[stgt] [PATCH] new timer-based work scheduling

Mon Jan 17 15:55:18 CET 2011

On 01/17/2011 01:05 PM, FUJITA Tomonori wrote:
> On Sun, 9 Jan 2011 18:02:20 +0200
> Alexander Nezhinsky <alexandern at Voltaire.COM> wrote:

>> Work items are scheduled from various application contexts, and put on
>> a queue. The current time from gettimeofday() is used instead of
>> a jiffie-based mechanism used previosuly. The work item is stamped with
>> the expiration time, obtained as the current time plus the timeout period.
>>
>> A global timer (one per process) is registered and fired periodically,
>> few times a second. When the timer signal is handled, a word is written
>> to a dedicated pipe, whose fd is registered with the event loop.
>>
>> The event handler reads from the pipe, and examines the inactive work
>> queue. All items that have expired (the immediate current time ise used
>> for comparison, not the timer or pipe event handling times) are moved
>> to the active list and processed one after another. The items that
>> might have accumulated and expired in the meantime are not handled
>> and are postponed until the next timer event.

> This signal code gets a signal, writes and reads via pipe, and calls
> gettimeofday every 250 msecs.
> 
> On the other hand, the timerfd code just reads every 250 msecs.
> 

I'm in for using timerfd if possible. Another question which is, i think,
orthogonal to using timerfd, is about calling gettimeofday().
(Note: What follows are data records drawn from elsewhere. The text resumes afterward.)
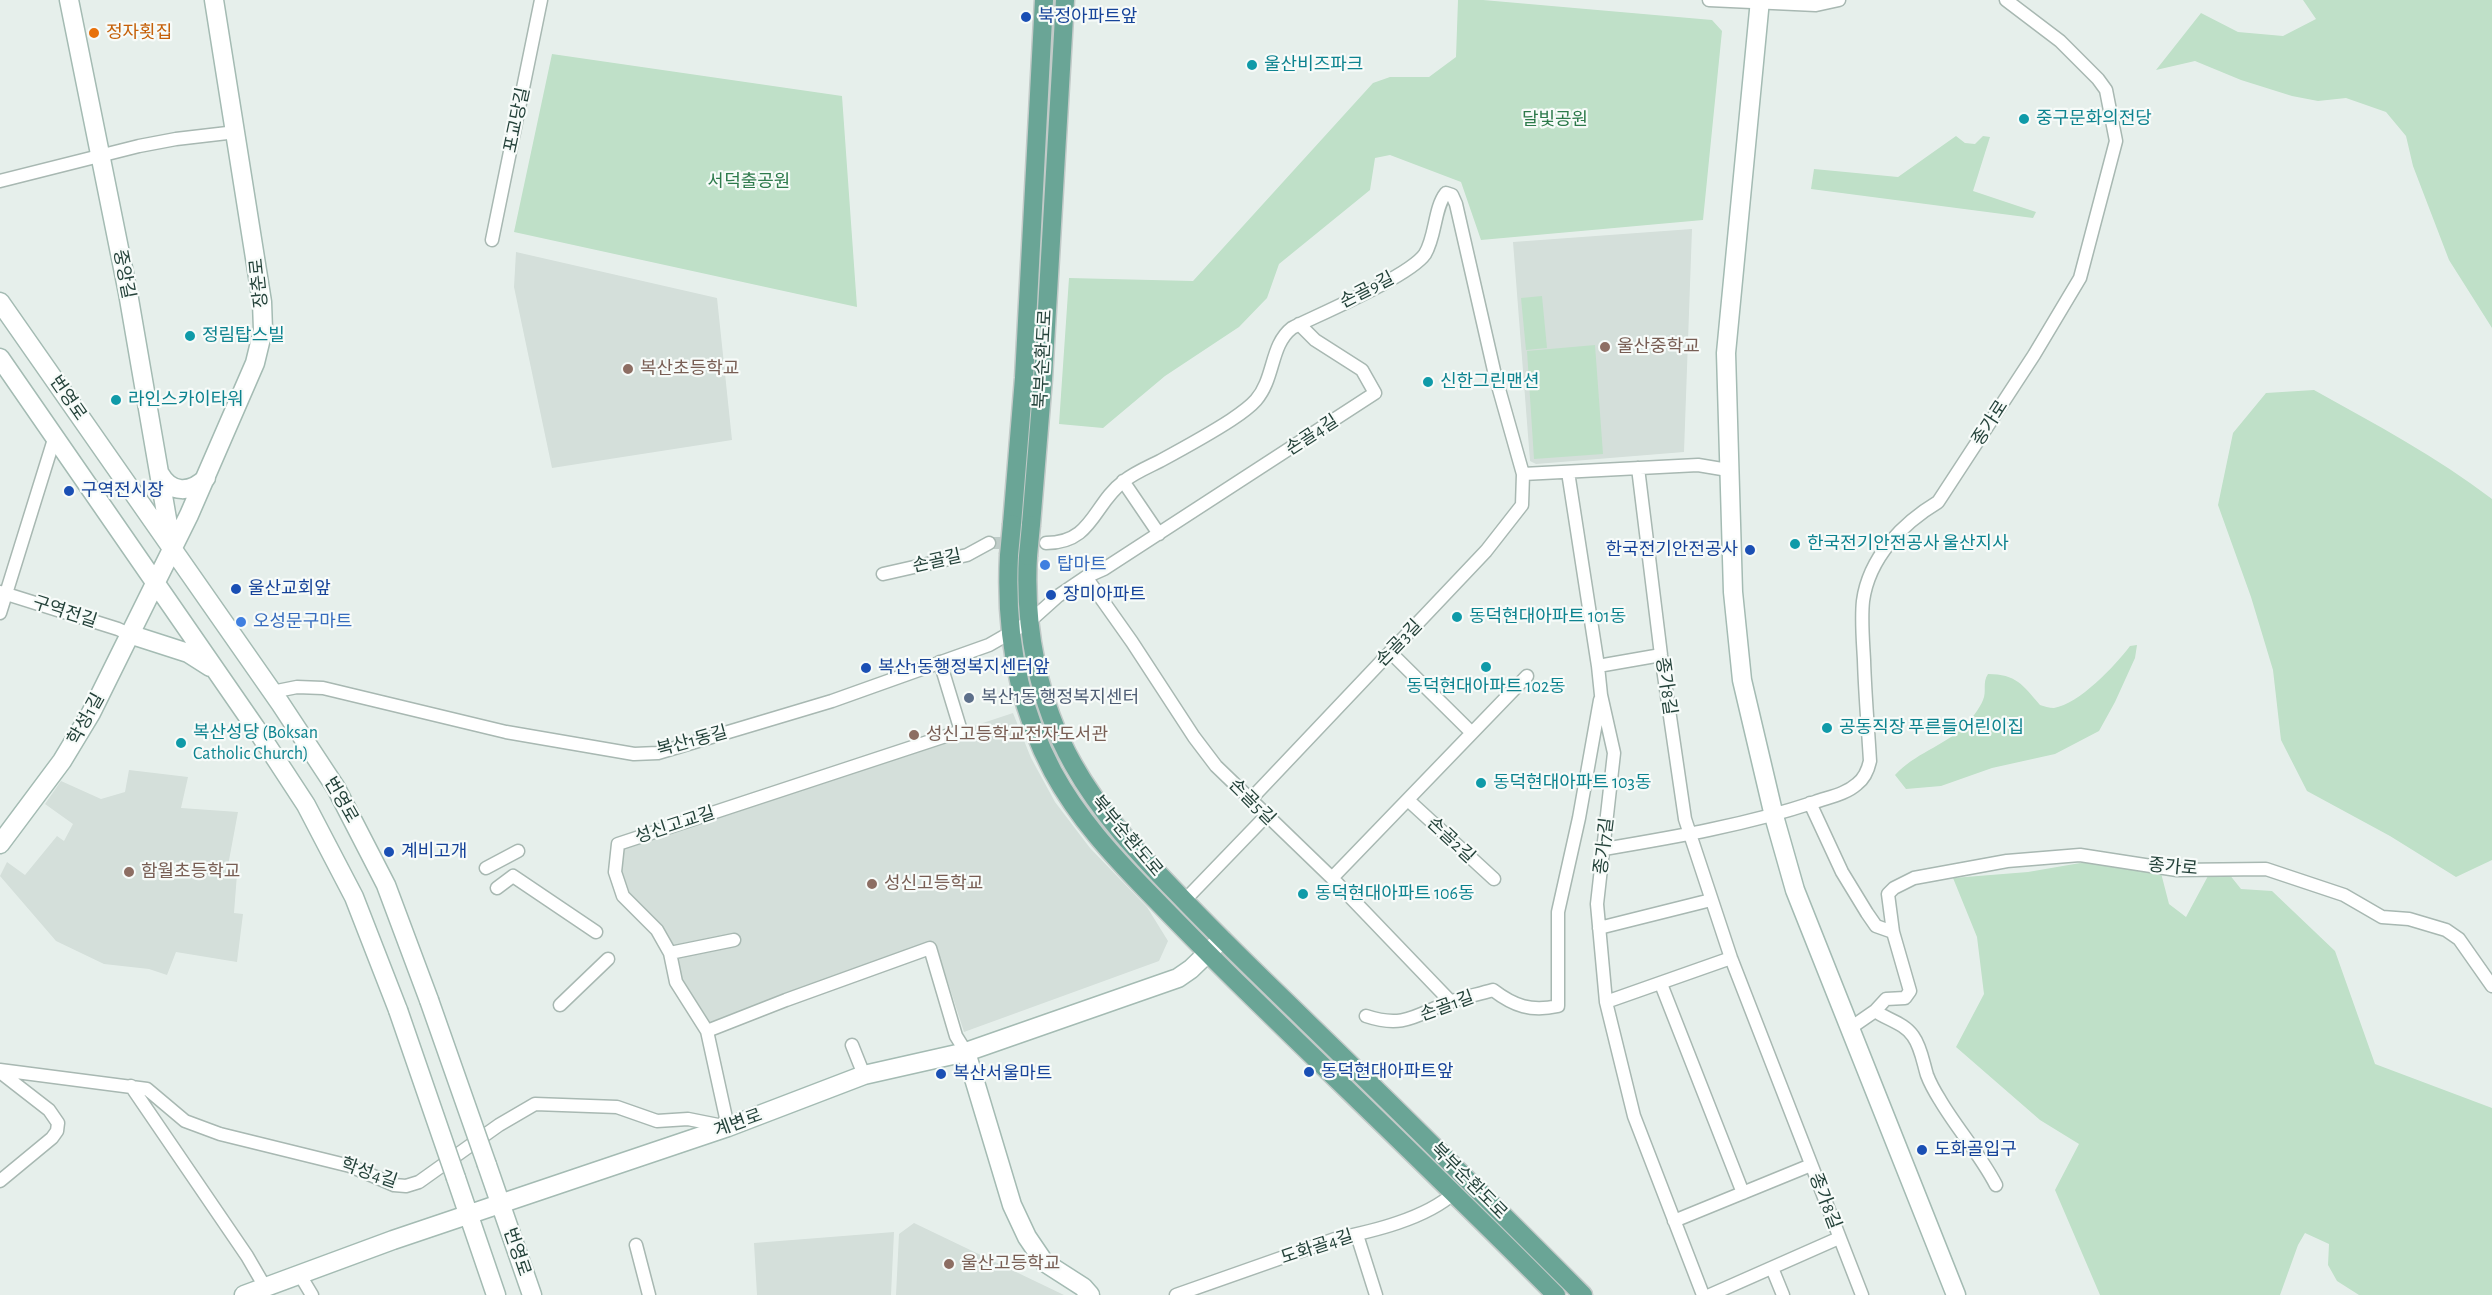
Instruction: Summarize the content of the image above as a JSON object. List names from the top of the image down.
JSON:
{
  "streets": {
    "main road": [
      "중앙길",
      "장춘로",
      "북부순환도로",
      "번영로",
      "학성1길",
      "계변로"
    ],
    "street": [
      "포교당길",
      "손골9길",
      "종가로",
      "손골4길",
      "손골길",
      "구역전길",
      "손골3길",
      "종가8길",
      "복산1동길",
      "손골5길",
      "성신고교길",
      "손골2길",
      "종가7길",
      "손골1길",
      "학성4길",
      "도화골4길"
    ]
  },
  "crossings": [
    ["중앙길", "장춘로"],
    ["중앙길", "번영로"],
    ["장춘로", "번영로"],
    ["장춘로", "학성1길"],
    ["손골9길", "손골4길"],
    ["손골9길", "손골3길"],
    ["북부순환도로", "손골4길"],
    ["북부순환도로", "복산1동길"],
    ["북부순환도로", "계변로"],
    ["북부순환도로", "도화골4길"],
    ["번영로", "학성1길"],
    ["번영로", "복산1동길"],
    ["번영로", "계변로"],
    ["종가로", "종가8길"],
    ["종가로", "종가7길"],
    ["손골4길", "복산1동길"],
    ["손골4길", "손골5길"],
    ["구역전길", "학성1길"],
    ["손골3길", "손골5길"],
    ["종가8길", "종가7길"],
    ["복산1동길", "성신고교길"],
    ["손골5길", "손골1길"],
    ["성신고교길", "계변로"],
    ["성신고교길", "학성4길"],
    ["종가7길", "손골1길"],
    ["계변로", "학성4길"]
  ],
  "parks": ["달빛공원", "서덕출공원"],
  "places": [
    "북정아파트앞",
    "정자횟집",
    "울산비즈파크",
    "중구문화의전당",
    "정림탑스빌",
    "울산중학교",
    "복산초등학교",
    "신한그린맨션",
    "라인스카이타워",
    "구역전시장",
    "한국전기안전공사 울산지사",
    "한국전기안전공사",
    "탑마트",
    "울산교회앞",
    "장미아파트",
    "동덕현대아파트 101동",
    "오성문구마트",
    "동덕현대아파트 102동",
    "복산1동행정복지센터앞",
    "복산1동 행정복지센터",
    "공동직장 푸른들어린이집",
    "성신고등학교전자도서관",
    "복산성당 (Boksan Catholic Church)",
    "동덕현대아파트 103동",
    "계비고개",
    "함월초등학교",
    "성신고등학교",
    "동덕현대아파트 106동",
    "동덕현대아파트앞",
    "복산서울마트",
    "도화골입구",
    "울산고등학교"
  ]
}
Note that gettimeofday() was called in 2 contexts. First it is called when 
a new work unit is being scheduled. Second, it is called in the timer handler.

There are 3 different sources of inaccuracy.
The first one is related to the random distribution of add_work() calls 
within the 250 (or whatever) msec timer interval. The second one is related
to the random distribution of work expiration times within the 250 msec 
timer interval. These are bounded by 250 ms, averaging in 125 msec each. 
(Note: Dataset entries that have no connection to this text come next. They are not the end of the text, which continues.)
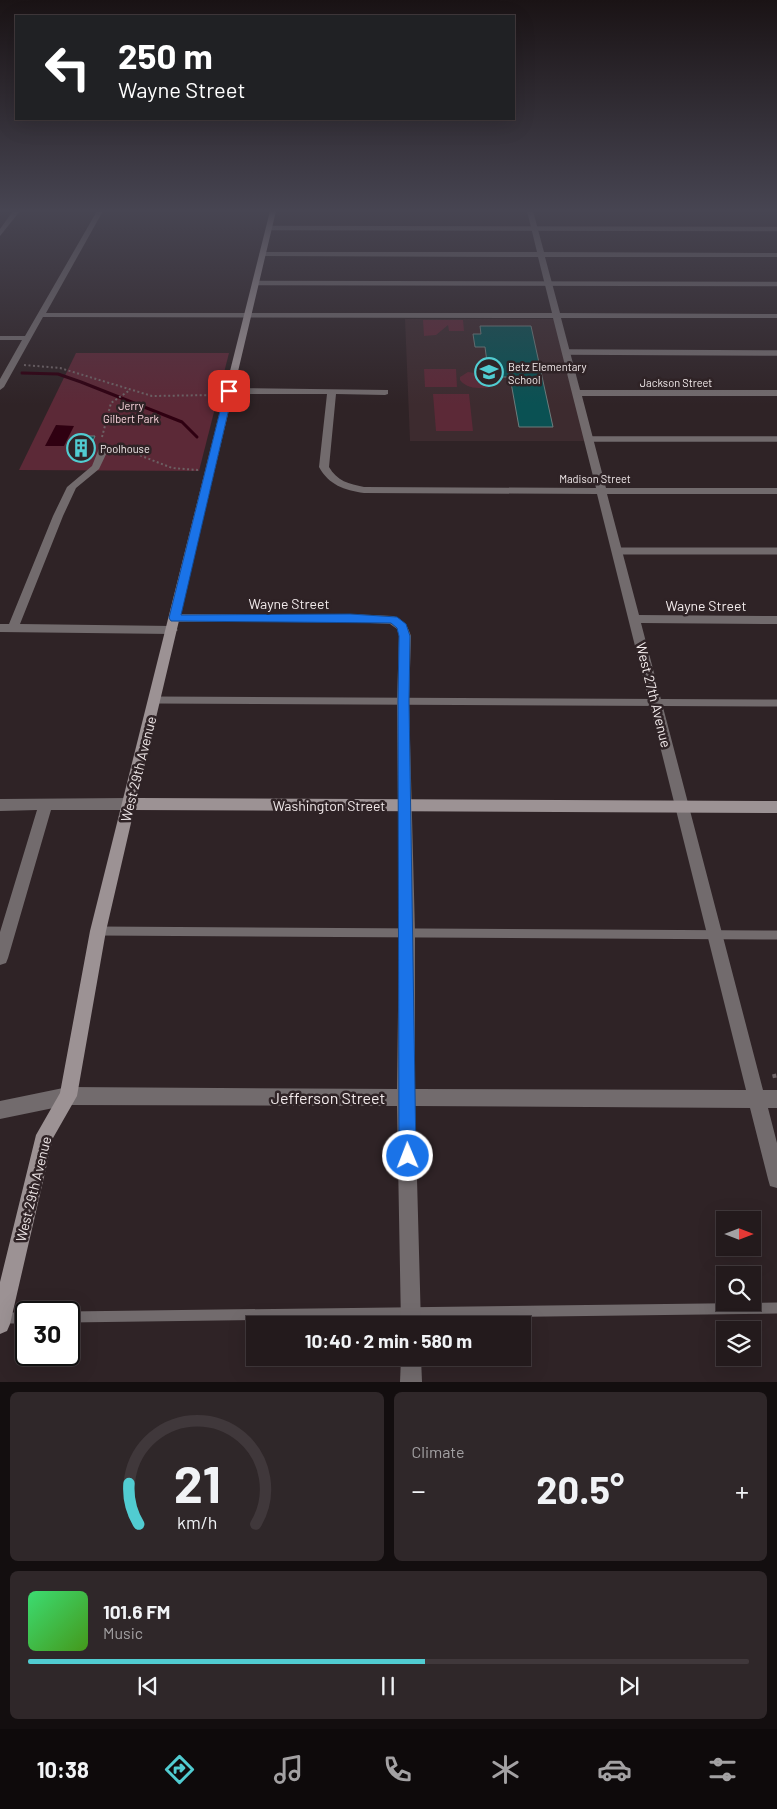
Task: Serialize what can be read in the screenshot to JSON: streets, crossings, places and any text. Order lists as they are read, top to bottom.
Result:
{
  "streets": {
    "street": [
      "Jackson Street",
      "Madison Street",
      "Wayne Street",
      "West 27th Avenue",
      "West 29th Avenue",
      "Washington Street",
      "Jefferson Street"
    ]
  },
  "crossings": [
    ["Jackson Street", "West 27th Avenue"],
    ["Madison Street", "West 27th Avenue"],
    ["Wayne Street", "West 27th Avenue"],
    ["Wayne Street", "West 29th Avenue"],
    ["West 27th Avenue", "Washington Street"],
    ["West 27th Avenue", "Jefferson Street"],
    ["West 29th Avenue", "Washington Street"],
    ["West 29th Avenue", "Jefferson Street"]
  ],
  "parks": ["Jerry Gilbert Park"],
  "places": {
    "school or university": ["Betz Elementary School"],
    "building": ["Poolhouse"]
  },
  "north": "right",
  "page": {
    "turn": ["250 m", "Wayne Street"],
    "limit": "30",
    "trip": "10:40 · 2 min · 580 m",
    "tile": "Climate",
    "heat": ["−", "20.5°", "+"],
    "song": ["101.6 FM", "Music"],
    "tabs": "10:38",
    "gauge": ["21", "km/h"]
  }
}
The third source of inaccuracy is the random delays introduced by other
event handlers. It is theoretically unbounded, but actually, i believe, 
its average is very small, below 1 msec.

Using gettimeofday() eliminates the first inaccuracy, leaving the second
one in place, with some alleviation. Because work descriptors are stamped
with the correct expiration time (current + timeout) and the decision 
that it is expired is also based upon the actual time, we can sometimes 
benefit from delays in the timer event. If the work expires until 
the timer is actually handled, it is serviced correctly.

In your patch the big inaccuracies are doubled and no alleviation as above
is provided. But, actually, if you want to spare gettimeofday sys.calls,
then just decreasing the timer interval brings a similar result.

> If you don't care about old kernels much, I like to have the timerfd
> and old jiffies code. If you care, I add the timerfd code and yours.

I do care for old kernels, and don't like combining timerfd and jiffies.
So please add timerfd / timer signal combination. Whether to retain 
gettimeofday or not, is up to you, i'm ok with both.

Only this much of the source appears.